#### Saved data entries
● ● ● ● ● ● ●

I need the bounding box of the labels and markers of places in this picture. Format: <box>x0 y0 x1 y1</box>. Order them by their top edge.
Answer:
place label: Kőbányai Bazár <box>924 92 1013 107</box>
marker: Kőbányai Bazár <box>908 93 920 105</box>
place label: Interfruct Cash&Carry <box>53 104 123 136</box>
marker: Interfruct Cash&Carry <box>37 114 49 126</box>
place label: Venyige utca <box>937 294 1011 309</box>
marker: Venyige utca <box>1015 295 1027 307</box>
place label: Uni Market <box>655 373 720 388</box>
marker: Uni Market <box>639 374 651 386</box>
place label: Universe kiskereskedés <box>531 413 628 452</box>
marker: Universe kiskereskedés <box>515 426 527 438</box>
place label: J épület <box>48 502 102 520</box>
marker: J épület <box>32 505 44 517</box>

● ● ● ● ● ● ●

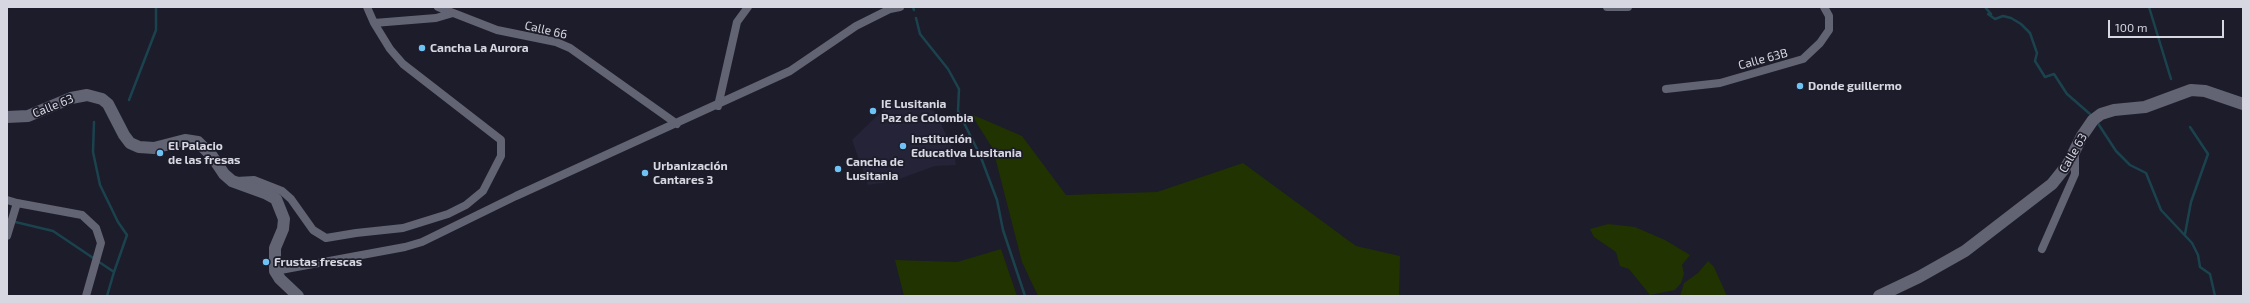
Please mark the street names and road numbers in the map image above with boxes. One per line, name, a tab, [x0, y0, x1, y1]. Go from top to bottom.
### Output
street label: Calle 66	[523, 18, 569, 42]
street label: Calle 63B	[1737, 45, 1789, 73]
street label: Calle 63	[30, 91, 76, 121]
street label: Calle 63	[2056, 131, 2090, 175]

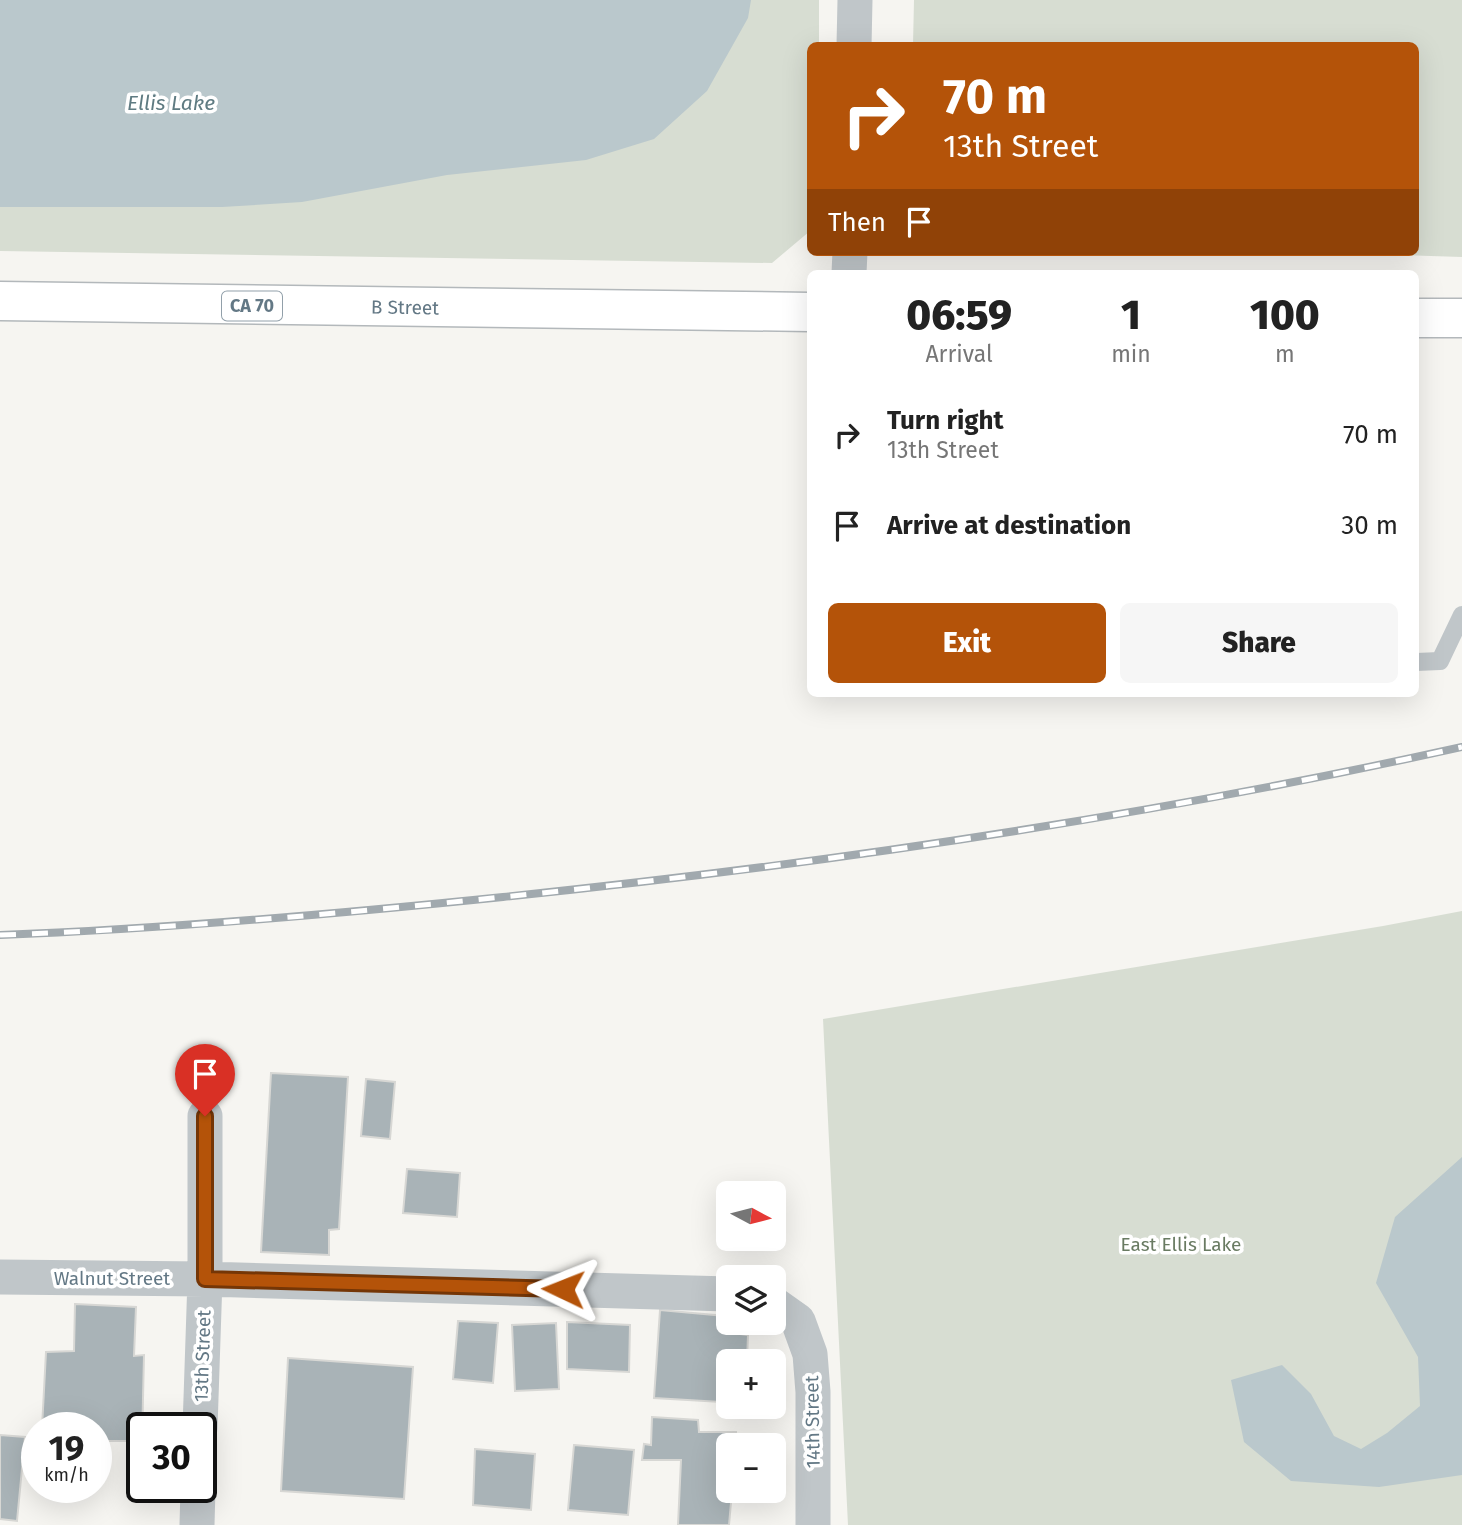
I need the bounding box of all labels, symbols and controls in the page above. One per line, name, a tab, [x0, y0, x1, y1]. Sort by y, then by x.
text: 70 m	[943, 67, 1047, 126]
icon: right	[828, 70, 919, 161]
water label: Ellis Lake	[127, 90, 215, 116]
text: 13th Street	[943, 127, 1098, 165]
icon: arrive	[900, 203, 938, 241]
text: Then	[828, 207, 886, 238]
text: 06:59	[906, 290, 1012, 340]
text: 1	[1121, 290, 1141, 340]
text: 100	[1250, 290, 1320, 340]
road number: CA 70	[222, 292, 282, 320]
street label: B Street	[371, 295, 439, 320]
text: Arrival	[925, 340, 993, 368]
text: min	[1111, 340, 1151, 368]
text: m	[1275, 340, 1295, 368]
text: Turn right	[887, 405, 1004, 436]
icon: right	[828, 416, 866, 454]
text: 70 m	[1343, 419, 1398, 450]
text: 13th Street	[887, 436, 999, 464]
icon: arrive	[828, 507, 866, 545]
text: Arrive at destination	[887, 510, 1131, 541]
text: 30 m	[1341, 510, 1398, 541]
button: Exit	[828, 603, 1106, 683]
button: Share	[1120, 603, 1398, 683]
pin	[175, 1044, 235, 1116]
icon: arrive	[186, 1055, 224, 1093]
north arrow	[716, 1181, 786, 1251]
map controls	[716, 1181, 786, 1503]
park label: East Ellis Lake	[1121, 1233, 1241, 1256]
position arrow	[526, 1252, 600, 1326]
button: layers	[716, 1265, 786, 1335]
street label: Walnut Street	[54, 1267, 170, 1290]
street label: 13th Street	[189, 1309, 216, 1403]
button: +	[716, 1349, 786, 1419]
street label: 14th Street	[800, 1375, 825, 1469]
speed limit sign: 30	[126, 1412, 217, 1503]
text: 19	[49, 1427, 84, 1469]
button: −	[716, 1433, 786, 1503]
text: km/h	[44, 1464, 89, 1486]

● ● ● ● ● ● ●

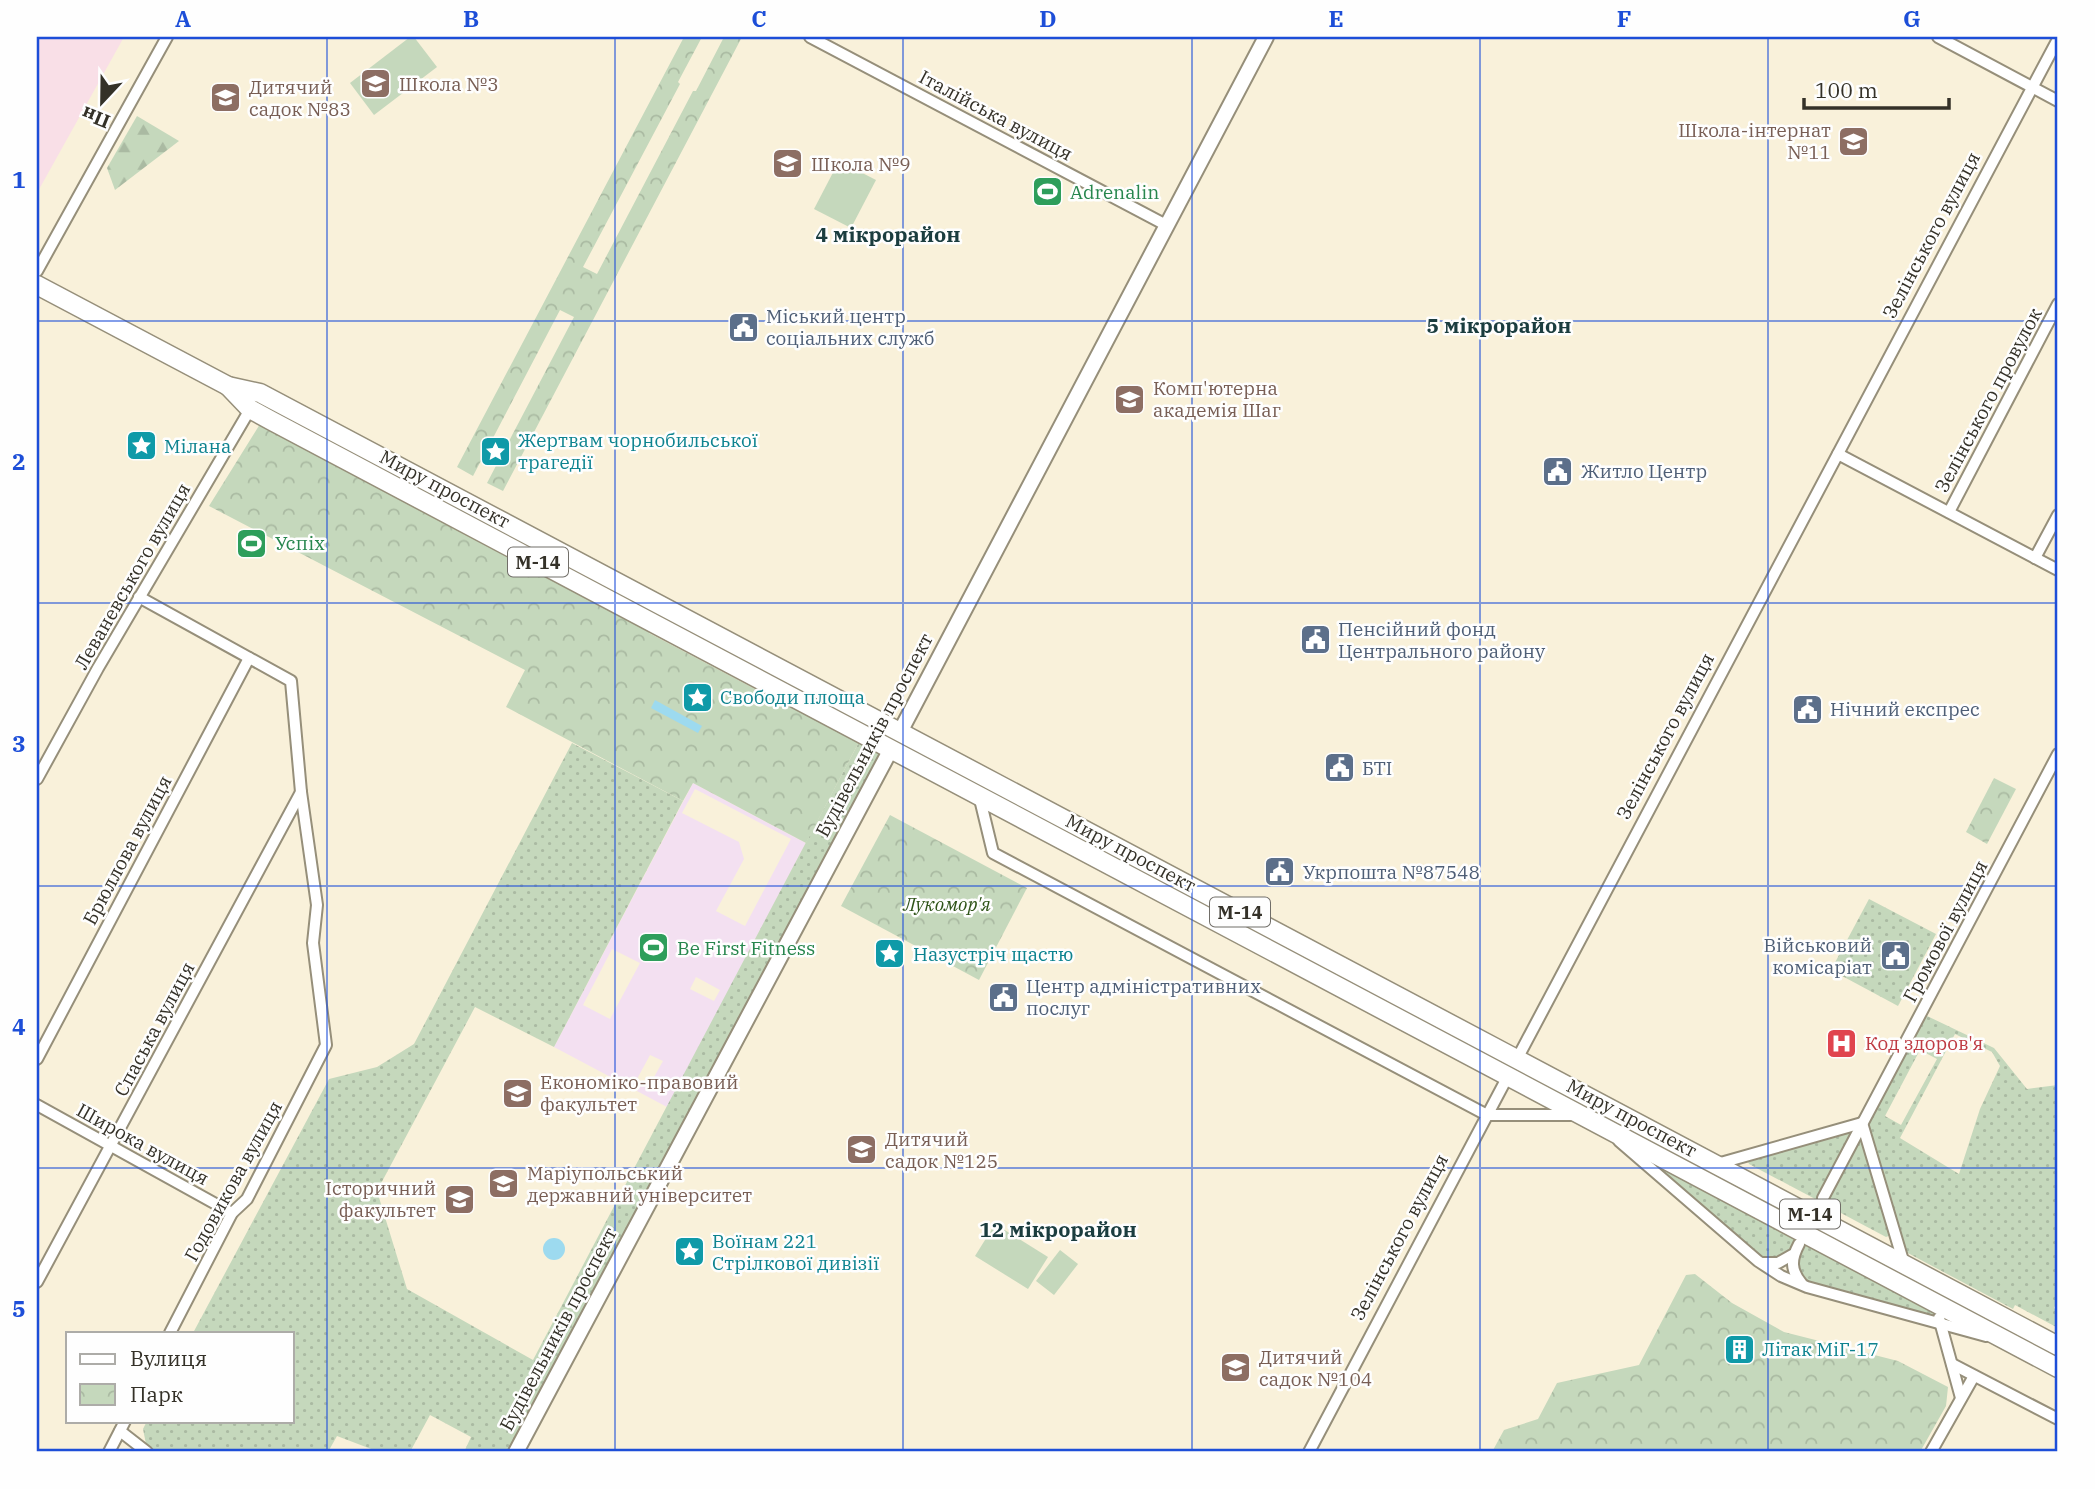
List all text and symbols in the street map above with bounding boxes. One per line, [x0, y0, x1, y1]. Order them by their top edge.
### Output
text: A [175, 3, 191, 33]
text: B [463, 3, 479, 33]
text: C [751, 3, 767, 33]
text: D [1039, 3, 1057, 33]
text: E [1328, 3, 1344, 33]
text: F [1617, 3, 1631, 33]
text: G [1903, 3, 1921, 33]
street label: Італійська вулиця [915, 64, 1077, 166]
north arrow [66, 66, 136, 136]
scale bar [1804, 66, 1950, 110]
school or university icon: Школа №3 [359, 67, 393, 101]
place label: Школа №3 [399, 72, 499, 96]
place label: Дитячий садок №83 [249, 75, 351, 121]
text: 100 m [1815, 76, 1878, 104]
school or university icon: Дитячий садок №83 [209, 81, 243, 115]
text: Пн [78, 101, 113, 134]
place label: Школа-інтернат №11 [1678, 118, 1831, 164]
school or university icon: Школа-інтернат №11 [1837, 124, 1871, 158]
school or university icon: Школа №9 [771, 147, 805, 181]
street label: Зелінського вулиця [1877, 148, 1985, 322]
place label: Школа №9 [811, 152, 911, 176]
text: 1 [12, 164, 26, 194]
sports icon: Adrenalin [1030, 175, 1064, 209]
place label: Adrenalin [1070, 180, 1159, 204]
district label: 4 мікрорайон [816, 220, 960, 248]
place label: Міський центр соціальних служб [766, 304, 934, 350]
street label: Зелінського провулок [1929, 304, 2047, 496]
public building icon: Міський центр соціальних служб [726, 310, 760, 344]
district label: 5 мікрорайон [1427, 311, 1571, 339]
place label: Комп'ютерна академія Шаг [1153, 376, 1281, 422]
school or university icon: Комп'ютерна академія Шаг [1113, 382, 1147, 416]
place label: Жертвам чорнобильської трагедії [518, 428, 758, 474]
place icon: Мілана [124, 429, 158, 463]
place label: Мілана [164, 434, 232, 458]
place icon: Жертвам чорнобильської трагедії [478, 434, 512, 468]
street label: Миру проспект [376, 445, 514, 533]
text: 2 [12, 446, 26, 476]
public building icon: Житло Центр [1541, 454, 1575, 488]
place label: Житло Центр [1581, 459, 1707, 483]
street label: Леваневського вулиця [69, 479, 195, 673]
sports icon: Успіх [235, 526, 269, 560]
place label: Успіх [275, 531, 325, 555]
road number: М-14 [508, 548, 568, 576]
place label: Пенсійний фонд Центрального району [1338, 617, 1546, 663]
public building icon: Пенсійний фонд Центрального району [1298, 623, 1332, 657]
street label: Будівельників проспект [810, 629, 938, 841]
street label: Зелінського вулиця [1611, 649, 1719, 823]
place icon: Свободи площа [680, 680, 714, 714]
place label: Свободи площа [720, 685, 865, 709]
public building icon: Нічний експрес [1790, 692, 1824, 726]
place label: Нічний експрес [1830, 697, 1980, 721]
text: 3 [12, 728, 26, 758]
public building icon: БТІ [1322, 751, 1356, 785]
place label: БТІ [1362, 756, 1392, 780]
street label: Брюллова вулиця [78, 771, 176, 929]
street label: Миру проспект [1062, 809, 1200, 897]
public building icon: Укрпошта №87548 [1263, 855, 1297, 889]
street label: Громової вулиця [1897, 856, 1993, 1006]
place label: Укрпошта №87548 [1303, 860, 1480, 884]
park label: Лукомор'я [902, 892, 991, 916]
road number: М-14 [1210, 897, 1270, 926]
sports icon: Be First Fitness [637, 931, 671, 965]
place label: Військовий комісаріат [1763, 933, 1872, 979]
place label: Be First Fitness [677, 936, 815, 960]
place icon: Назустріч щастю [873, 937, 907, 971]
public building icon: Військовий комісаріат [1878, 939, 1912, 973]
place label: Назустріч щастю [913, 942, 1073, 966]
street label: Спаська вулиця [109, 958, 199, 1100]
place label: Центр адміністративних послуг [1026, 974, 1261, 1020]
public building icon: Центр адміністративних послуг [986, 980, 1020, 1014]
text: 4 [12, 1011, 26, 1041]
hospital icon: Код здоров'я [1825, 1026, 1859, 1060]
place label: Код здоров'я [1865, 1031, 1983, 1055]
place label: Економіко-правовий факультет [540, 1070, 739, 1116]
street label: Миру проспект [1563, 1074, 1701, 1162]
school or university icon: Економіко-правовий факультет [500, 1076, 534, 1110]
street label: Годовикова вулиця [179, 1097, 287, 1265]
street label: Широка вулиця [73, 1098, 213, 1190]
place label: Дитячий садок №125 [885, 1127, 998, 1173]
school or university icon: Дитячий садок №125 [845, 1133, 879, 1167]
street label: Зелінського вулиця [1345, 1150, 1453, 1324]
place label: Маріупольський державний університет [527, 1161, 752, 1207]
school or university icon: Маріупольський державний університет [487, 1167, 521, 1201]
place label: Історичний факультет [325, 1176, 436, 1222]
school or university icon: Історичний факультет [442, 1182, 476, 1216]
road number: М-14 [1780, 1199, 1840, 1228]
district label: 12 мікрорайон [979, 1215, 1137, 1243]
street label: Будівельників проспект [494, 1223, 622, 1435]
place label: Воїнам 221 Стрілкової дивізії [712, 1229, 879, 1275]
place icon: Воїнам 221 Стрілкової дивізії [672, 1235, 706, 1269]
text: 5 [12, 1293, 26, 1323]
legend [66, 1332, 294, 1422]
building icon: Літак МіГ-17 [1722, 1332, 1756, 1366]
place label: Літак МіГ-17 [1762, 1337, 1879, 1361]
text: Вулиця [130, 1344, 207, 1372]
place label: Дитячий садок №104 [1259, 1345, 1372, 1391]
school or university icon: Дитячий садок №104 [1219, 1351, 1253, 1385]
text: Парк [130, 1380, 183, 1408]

● ● ● ● ● ● ●

#### What is expected
Each line of the records that holds the word "their" should be copied out.

#### Task answer
I need the bounding box of the labels and markers of places in this picture. Format: <box>x0 y0 x1 y1</box>. Order them by their top edge.
List all text and symbols in the street map above with bounding boxes. One per line, [x0, y0, x1, y1]. Order them by their top edge.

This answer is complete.